## [THE INPUT]
------

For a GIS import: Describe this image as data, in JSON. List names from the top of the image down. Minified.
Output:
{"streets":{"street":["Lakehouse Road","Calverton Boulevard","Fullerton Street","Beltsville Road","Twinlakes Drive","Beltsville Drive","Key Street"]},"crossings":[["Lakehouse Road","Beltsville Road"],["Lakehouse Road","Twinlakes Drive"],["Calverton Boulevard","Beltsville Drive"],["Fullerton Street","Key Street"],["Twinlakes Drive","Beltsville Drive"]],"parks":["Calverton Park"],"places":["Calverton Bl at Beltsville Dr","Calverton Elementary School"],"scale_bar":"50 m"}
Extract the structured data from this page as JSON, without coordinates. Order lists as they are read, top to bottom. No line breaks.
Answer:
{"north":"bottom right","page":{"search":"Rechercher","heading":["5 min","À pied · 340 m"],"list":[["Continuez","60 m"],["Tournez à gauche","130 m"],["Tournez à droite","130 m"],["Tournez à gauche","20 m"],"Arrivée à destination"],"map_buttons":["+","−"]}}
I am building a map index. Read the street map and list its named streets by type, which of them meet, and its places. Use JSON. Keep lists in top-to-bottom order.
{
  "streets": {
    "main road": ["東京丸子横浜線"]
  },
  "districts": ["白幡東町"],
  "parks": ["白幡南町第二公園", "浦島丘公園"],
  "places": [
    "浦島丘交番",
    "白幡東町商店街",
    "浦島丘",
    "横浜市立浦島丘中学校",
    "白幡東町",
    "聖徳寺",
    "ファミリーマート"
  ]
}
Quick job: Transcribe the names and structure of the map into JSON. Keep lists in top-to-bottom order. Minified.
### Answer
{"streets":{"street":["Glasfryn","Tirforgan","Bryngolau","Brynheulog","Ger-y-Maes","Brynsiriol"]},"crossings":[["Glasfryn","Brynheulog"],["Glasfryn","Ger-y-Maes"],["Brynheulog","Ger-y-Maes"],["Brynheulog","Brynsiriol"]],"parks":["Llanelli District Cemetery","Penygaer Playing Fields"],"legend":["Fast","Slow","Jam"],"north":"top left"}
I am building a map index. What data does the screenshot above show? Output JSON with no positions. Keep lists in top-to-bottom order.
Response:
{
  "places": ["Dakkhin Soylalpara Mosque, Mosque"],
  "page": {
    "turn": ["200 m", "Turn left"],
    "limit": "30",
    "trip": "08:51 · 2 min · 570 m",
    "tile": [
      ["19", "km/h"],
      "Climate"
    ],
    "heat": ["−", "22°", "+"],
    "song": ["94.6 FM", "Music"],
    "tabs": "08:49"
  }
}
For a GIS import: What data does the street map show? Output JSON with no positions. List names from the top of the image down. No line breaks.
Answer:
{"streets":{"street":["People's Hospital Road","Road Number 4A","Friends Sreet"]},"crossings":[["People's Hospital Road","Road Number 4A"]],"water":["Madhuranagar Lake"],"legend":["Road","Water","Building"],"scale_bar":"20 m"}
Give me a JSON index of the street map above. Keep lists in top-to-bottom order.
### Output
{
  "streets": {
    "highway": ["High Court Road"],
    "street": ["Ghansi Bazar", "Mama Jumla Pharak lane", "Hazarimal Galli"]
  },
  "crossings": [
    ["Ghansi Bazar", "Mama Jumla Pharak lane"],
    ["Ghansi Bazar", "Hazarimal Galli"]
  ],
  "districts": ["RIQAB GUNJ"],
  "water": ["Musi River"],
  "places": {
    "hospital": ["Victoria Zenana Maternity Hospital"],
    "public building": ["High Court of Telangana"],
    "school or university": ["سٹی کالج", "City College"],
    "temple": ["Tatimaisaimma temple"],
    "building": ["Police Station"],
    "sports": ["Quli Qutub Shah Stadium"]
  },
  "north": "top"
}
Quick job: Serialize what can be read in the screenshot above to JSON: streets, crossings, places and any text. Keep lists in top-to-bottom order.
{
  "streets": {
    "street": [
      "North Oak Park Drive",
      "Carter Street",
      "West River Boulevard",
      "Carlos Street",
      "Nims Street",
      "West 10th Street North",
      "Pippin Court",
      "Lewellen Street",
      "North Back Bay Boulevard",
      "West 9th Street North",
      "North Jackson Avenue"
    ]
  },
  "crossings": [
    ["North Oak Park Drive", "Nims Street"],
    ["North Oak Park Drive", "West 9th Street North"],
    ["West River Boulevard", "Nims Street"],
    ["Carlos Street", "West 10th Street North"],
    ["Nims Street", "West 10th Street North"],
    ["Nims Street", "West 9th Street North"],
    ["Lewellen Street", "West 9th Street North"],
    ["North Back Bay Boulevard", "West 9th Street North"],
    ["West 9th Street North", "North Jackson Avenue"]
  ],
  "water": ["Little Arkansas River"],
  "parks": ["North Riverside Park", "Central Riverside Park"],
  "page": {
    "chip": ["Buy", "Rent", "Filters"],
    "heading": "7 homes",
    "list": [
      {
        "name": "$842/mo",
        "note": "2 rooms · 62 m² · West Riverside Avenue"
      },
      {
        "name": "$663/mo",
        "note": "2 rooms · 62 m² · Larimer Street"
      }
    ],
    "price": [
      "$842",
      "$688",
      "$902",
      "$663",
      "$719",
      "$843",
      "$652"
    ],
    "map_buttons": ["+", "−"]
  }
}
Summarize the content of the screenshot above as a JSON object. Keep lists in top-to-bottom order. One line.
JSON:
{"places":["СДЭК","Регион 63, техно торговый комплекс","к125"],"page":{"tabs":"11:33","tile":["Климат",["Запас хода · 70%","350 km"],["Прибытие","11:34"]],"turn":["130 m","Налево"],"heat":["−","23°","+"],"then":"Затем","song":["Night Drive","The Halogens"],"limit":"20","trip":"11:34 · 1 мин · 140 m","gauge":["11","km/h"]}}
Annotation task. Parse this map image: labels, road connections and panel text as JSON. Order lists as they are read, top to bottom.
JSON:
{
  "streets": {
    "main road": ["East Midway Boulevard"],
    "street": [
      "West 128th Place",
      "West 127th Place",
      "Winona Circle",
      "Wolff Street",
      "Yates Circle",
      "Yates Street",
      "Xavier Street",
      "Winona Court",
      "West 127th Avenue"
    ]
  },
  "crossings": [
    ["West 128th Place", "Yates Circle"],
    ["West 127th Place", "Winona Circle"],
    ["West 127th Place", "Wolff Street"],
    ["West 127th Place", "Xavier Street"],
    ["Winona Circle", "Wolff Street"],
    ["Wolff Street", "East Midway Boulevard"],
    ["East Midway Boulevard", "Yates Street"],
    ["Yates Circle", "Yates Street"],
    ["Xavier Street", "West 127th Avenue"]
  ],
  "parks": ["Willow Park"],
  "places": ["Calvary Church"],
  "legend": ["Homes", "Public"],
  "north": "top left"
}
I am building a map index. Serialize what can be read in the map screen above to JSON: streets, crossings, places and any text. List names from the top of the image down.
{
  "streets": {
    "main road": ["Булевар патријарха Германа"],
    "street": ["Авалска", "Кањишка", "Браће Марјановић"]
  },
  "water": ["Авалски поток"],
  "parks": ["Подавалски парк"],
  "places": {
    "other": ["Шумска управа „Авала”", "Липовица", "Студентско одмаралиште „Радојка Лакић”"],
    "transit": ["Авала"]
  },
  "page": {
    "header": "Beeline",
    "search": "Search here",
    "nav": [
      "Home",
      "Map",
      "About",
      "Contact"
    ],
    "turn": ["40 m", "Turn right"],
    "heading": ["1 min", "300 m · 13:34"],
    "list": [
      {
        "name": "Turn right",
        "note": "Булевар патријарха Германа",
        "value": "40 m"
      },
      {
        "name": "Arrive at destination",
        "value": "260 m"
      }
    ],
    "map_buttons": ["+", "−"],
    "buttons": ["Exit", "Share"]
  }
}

------

## [EXERCISE GOAL]
Look above for the line with "Quick job: Transcribe" and the line with "Give me a JSON". Write out those two lines and all the lines between them, exactly, and no others.

## [RESULT OF THE EXERCISE]
Quick job: Transcribe the names and structure of the map into JSON. Keep lists in top-to-bottom order. Minified.
### Answer
{"streets":{"street":["Glasfryn","Tirforgan","Bryngolau","Brynheulog","Ger-y-Maes","Brynsiriol"]},"crossings":[["Glasfryn","Brynheulog"],["Glasfryn","Ger-y-Maes"],["Brynheulog","Ger-y-Maes"],["Brynheulog","Brynsiriol"]],"parks":["Llanelli District Cemetery","Penygaer Playing Fields"],"legend":["Fast","Slow","Jam"],"north":"top left"}
I am building a map index. What data does the screenshot above show? Output JSON with no positions. Keep lists in top-to-bottom order.
Response:
{
  "places": ["Dakkhin Soylalpara Mosque, Mosque"],
  "page": {
    "turn": ["200 m", "Turn left"],
    "limit": "30",
    "trip": "08:51 · 2 min · 570 m",
    "tile": [
      ["19", "km/h"],
      "Climate"
    ],
    "heat": ["−", "22°", "+"],
    "song": ["94.6 FM", "Music"],
    "tabs": "08:49"
  }
}
For a GIS import: What data does the street map show? Output JSON with no positions. List names from the top of the image down. No line breaks.
Answer:
{"streets":{"street":["People's Hospital Road","Road Number 4A","Friends Sreet"]},"crossings":[["People's Hospital Road","Road Number 4A"]],"water":["Madhuranagar Lake"],"legend":["Road","Water","Building"],"scale_bar":"20 m"}
Give me a JSON index of the street map above. Keep lists in top-to-bottom order.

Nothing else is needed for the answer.